I first heard of Gil Scott-Heron while I was attending the Naropa Institute in Boulder, Colorado, around 1996. My friend and fellow poet Jeni Olin (now Truck Darling) brought up “Whitey on the Moon,” remembering her initial shock and long satisfaction of its refrain. She was a little disappointed that I was unfamiliar with this song and its writer, so I went out that day and picked up his Greatest Hits. What occurred to me immediately about the style of Gil Scott-Heron was the ease with which he laid his lyrics over the arrangement, his phrasing was deft, the words were never placed awkwardly within the measure, squeezed in suddenly or broken off to fit the form. He took his time, which is so often the first rule of poetry, knowing when to fight the words and when to let yourself give in to their effects. It’s a friction that soon builds to absolute precision. This level of difficulty often goes unacknowledged until you try and execute it within your own voice. Often what is made to sound effortless is that which is truly beyond duplication. Gil Scott-Heron’s little drifts and lines and his bridges got stuck in my head. His bass lines always establish an immediate warmth, an intimacy that I have only encountered in the best of Pharaoh Sanders. As I get older I come to realize and to appreciate those artists who have set out to heal us; seldom are you faced with the terrifying facts of life and simultaneously offered an escape through the music set around them.
Heron’s thoughts on Bluesology are here.
Cedar Sigo, San Francisco poet
Well before hip-hoppers reinvented the coined term “the revolution shall not be televised,” there was Gil Scott-Heron appearing solo and sometimes with the Last Poets shouting it out in true poetic form with determination and insight with an innovative way of talking about sensitive issues in trying times.

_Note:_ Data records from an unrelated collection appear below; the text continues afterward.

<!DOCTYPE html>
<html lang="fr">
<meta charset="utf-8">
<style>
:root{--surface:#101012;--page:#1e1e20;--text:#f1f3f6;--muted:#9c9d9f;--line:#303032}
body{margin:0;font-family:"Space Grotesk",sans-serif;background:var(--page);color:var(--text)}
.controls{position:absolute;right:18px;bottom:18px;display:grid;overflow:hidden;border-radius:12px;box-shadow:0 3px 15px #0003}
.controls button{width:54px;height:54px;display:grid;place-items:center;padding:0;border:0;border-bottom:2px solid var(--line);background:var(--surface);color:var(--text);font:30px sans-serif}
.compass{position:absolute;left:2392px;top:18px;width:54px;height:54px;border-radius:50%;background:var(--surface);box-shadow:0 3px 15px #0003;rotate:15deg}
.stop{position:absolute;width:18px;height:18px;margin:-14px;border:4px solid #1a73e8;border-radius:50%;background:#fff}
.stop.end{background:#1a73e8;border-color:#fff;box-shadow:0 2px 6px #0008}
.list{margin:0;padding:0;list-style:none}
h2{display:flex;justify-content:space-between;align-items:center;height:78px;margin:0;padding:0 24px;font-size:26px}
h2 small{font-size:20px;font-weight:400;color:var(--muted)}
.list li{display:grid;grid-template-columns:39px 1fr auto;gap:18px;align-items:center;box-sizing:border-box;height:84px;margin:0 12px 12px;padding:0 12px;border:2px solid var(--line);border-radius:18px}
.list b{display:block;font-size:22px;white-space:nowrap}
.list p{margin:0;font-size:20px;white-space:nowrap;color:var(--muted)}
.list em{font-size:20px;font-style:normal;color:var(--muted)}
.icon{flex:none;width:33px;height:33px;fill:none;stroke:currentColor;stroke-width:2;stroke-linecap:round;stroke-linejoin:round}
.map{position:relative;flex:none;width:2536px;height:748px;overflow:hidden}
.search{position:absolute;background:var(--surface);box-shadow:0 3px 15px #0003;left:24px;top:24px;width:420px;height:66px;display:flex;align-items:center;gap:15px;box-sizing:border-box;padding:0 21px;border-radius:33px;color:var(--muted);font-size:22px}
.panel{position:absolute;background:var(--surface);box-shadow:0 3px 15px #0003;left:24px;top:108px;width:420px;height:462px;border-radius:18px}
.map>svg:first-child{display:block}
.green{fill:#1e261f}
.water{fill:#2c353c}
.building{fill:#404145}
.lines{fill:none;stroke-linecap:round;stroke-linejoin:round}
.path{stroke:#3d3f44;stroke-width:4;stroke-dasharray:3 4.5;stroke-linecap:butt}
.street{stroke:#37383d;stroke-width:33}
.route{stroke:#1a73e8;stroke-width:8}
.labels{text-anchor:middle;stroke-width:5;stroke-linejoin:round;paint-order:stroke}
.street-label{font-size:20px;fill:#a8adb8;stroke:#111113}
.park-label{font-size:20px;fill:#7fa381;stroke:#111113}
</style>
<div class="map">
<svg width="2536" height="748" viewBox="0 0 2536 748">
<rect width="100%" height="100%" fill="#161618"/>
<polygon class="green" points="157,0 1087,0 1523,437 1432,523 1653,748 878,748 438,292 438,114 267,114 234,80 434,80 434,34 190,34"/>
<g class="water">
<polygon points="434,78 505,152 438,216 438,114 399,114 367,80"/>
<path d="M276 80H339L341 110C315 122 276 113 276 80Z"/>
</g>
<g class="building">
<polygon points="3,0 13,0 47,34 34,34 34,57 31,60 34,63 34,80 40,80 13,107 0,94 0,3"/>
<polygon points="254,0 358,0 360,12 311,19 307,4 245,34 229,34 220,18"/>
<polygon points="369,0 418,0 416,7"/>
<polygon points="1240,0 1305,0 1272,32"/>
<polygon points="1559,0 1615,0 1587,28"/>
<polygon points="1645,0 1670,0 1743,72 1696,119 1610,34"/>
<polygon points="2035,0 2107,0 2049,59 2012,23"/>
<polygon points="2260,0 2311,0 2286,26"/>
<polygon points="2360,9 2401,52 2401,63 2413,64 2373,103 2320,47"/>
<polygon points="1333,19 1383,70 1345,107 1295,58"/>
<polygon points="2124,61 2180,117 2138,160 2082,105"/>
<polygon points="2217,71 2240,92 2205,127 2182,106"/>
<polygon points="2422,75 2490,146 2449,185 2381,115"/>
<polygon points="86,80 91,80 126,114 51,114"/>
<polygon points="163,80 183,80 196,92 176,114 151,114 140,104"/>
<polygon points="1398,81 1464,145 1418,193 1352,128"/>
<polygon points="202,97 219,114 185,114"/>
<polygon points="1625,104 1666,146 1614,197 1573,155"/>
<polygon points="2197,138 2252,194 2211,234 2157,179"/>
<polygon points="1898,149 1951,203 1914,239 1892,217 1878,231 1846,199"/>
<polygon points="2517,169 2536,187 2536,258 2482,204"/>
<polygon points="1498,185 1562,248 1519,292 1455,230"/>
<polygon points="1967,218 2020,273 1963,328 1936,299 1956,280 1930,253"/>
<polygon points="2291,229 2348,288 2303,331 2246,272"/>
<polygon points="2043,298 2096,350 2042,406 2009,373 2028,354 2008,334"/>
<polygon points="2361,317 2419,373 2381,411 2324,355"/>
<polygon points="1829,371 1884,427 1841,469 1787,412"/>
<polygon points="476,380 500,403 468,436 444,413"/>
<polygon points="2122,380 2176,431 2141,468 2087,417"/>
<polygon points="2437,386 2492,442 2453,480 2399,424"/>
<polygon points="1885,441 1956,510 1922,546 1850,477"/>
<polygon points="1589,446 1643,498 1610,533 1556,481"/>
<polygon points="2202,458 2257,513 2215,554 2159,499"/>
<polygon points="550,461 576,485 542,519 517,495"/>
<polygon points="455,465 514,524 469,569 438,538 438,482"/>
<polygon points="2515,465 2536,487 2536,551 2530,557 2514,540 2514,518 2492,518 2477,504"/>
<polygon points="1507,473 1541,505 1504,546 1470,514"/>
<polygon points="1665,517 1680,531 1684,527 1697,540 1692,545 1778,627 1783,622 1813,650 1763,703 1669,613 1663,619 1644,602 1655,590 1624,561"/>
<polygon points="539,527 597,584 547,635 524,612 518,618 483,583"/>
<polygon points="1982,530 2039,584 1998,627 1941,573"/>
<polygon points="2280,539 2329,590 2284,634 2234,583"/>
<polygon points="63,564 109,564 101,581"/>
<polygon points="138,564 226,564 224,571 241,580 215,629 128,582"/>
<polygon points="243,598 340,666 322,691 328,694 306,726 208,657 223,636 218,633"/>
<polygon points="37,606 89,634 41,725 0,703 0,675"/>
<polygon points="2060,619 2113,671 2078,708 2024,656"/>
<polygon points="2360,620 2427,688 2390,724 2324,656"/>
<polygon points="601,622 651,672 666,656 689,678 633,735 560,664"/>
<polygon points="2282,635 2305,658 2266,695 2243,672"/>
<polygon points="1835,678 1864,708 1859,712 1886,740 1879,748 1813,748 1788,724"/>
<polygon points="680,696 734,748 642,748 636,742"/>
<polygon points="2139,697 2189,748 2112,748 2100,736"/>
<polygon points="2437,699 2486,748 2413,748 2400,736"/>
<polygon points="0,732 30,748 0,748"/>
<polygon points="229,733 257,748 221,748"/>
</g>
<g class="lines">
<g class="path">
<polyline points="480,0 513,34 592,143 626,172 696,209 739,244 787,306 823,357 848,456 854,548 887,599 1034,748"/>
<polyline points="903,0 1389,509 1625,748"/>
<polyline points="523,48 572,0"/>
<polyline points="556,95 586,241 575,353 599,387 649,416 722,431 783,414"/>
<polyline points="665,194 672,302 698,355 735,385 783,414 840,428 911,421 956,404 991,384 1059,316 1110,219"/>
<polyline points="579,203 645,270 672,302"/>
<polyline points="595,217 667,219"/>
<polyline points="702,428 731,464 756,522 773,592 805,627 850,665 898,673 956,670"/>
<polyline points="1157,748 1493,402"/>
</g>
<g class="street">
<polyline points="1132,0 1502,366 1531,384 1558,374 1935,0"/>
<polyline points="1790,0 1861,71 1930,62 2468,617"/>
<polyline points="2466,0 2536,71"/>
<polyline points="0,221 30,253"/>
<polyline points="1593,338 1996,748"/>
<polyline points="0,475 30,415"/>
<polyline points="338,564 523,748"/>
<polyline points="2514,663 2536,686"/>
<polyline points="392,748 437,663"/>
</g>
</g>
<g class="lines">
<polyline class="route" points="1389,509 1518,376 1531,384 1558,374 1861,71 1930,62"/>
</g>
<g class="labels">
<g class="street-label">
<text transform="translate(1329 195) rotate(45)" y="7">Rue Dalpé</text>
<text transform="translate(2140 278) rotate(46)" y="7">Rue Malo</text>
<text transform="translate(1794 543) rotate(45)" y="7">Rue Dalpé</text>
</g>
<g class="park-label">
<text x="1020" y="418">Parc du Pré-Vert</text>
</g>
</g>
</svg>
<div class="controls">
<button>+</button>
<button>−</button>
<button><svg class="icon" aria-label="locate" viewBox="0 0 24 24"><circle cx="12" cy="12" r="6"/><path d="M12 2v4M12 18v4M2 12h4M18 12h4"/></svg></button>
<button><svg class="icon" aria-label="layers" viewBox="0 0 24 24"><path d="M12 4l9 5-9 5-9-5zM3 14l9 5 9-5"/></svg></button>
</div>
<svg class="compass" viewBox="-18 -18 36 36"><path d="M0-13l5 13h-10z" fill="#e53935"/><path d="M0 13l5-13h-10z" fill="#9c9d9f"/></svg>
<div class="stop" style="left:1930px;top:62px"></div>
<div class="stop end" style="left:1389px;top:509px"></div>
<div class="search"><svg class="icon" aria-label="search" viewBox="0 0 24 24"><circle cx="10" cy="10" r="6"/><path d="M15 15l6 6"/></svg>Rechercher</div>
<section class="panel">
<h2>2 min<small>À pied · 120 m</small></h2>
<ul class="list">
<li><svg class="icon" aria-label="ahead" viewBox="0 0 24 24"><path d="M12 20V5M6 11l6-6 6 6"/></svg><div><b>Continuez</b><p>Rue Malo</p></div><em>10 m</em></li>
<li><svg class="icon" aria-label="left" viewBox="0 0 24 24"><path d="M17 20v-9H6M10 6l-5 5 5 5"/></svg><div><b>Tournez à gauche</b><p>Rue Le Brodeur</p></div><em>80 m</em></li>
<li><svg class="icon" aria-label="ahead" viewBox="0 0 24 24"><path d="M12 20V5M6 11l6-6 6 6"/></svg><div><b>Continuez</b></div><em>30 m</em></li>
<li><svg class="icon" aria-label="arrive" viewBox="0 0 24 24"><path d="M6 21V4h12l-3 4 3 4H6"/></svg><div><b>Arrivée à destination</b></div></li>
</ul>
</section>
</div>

Mildred Howard, Bay Area artist and teacher
First time: underage in a bar, in a city far from home. Music in the background that refused to stay in the background, that lifted me from the booth in the corner and walked me across the room to find an album called Pieces of a Man and the face of that poet on the cover. Hearing the news last week brought me back to that bar, and all the times I’ve heard that poetry since. Last year, on I’m New Here, he told us (on the track “Running“) “if I knew where cover was / I would stay there and never have to run for it.” All of that — the open pain, the lack of cover, all the running — leaves us still, here, overwhelmed with beauty and heartbreak.